Scalp psoriasis can lead to the development of a rash on the scalp, which can be extremely itchy and uncomfortable. However, a scalp rash can also be caused by other conditions, like an allergic reaction (contact dermatitis).

Red, Scaly Bumpy Patches

One telltale sign of scalp psoriasis is scaly, red, and bumpy patches on the scalp. The affected areas can be extremely itchy and painful; in severe cases, the scale can build up to the point where it resembles plaque.

Silvery-White Scales

Scalp psoriasis is a chronic condition that can cause silvery-white scales to form on the scalp. The scales are usually itchy and may be painful. 

Burning or Soreness

Scalp psoriasis can cause the scalp to burn or feel sore. It may feel like your head is on fire, and even the slightest touch can cause immense pain. 

Hair Loss

Scratching or removing scales or patches from the scalp can remove hair alongside it. While the hair will grow back on its own, someone with scalp psoriasis may be extremely self-conscious or embarrassed about the resulting bald patches.

Treatment Options for Scalp Psoriasis

In addition to causing physical discomfort, even mild scalp psoriasis symptoms can lead to embarrassment and low self-esteem. While there is no cure for the condition, the good news is that several over-the-counter and prescription treatments can help manage and improve symptoms.

Over-the-Counter Psoriasis Shampoos

While many treatments for psoriasis and scalp psoriasis must be prescribed by a medical professional, some psoriasis shampoos are available without a prescription and can be effective for treating mild cases of scalp psoriasis.
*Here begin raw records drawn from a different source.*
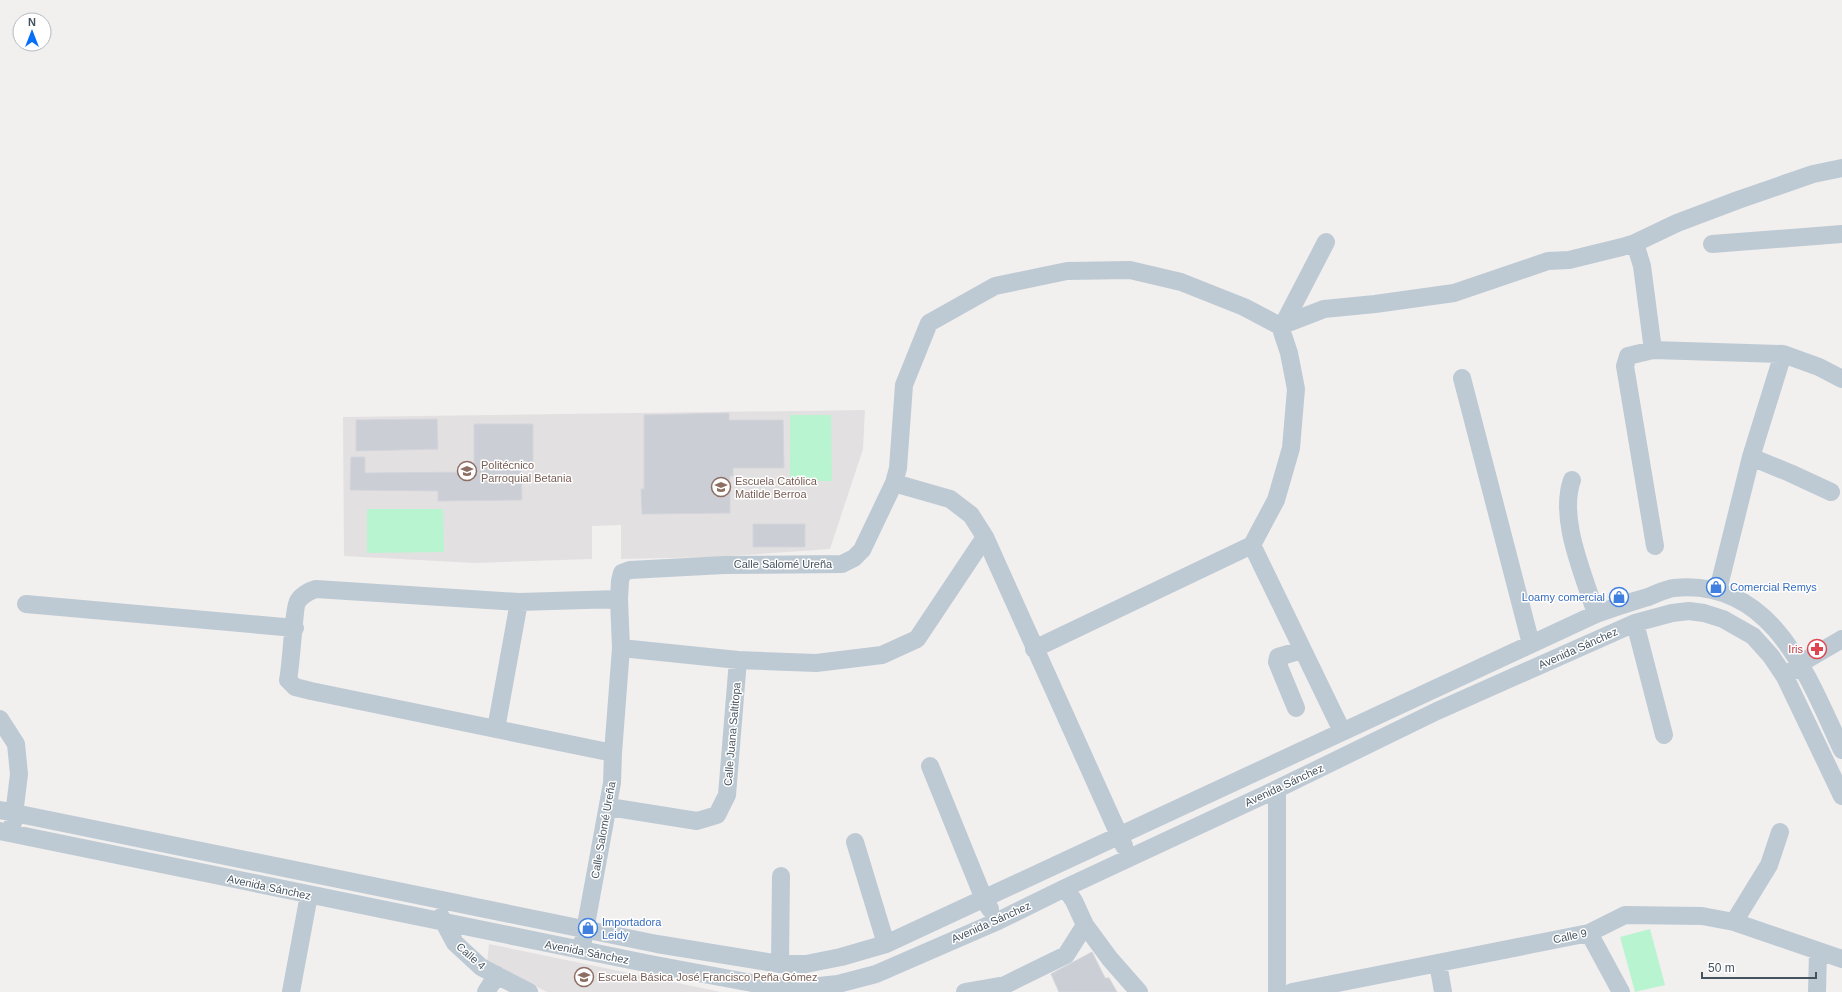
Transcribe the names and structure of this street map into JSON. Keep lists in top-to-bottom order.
{
  "streets": {
    "street": [
      "Calle Salomé Ureña",
      "Avenida Sánchez",
      "Calle Juana Saltitopa",
      "Calle 9",
      "Calle 4"
    ]
  },
  "crossings": [
    ["Calle Salomé Ureña", "Avenida Sánchez"],
    ["Calle Salomé Ureña", "Calle Juana Saltitopa"],
    ["Avenida Sánchez", "Calle 4"]
  ],
  "places": {
    "school or university": ["Politécnico Parroquial Betania", "Escuela Católica Matilde Berroa", "Escuela Básica José Francisco Peña Gómez"],
    "shop": ["Comercial Remys", "Loamy comercial", "Importadora Leidy"],
    "pharmacy": ["Iris"]
  },
  "scale_bar": "50 m",
  "north": "top"
}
The National Psoriasis Foundation recommends shampoos with salicylic acid and coal or wood tar to break down excess skin cells and reduce the rate of further growth.

Topical Medications

Medicated shampoos, creams, and lotions can help control scalp psoriasis symptoms. These medications are applied to the scalp to reduce inflammation and itchiness. Some are available without a prescription, while others must be prescribed by a medical professional.
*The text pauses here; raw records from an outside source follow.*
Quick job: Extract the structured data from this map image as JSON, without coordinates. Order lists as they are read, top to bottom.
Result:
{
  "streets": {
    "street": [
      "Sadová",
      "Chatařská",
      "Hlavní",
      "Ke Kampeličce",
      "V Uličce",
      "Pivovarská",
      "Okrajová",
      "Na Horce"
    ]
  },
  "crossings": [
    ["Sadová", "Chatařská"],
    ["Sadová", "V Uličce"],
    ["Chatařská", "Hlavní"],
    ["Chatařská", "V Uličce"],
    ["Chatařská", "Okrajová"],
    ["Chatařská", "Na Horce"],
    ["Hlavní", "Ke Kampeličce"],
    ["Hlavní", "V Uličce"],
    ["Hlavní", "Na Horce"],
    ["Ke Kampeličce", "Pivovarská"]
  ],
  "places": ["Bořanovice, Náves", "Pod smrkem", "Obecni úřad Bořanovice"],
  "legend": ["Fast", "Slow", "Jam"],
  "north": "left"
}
In moderate cases, your doctor or dermatologist may prescribe certain types of topical corticosteroids. Like over-the-counter topical medications, they are applied to the scalp to reduce inflammation and itching and help slow skin cell growth.

Light Therapy (Phototherapy)

In some cases, your doctor or dermatologist may recommend treating scalp psoriasis with light therapy, also known as phototherapy. The scalp is exposed to ultraviolet (UV) light with light therapy, which can help slow skin cell growth and reduce scalp psoriasis symptoms. 

Oral Medications

In severe cases of psoriasis, your doctor or dermatologist may prescribe an oral medication to reduce inflammation and excess production of skin cells. You may be prescribed acitretin, cyclosporine, or methotrexate. Some medications are also used off-label for this purpose, but they can have severe undesirable side effects.

Lifestyle Adjustments

Some people find that their scalp psoriasis is triggered by environmental factors, like foods, hair styling treatments, or stress. In these cases, it can help to do things like:

  • Reduce or eliminate foods from the diet
  • Stop drinking alcohol
  • Change shampoos
  • Avoid or limit the use of styling products and heat tools (e.g., curling irons and hair dryers)
  • Reduce stress and practice stress management techniques


See Your Doctor for Scalp Diagnosis and Treatment

If you are experiencing any symptoms of a scalp condition, whether psoriasis or something else, it is vital to see a doctor or dermatologist for an accurate diagnosis. Treatments for conditions like dandruff or seborrheic eczema are ineffective for scalp psoriasis and can lead to unnecessary discomfort.

With the right treatment plan, it is possible to manage scalp psoriasis and live much more comfortably.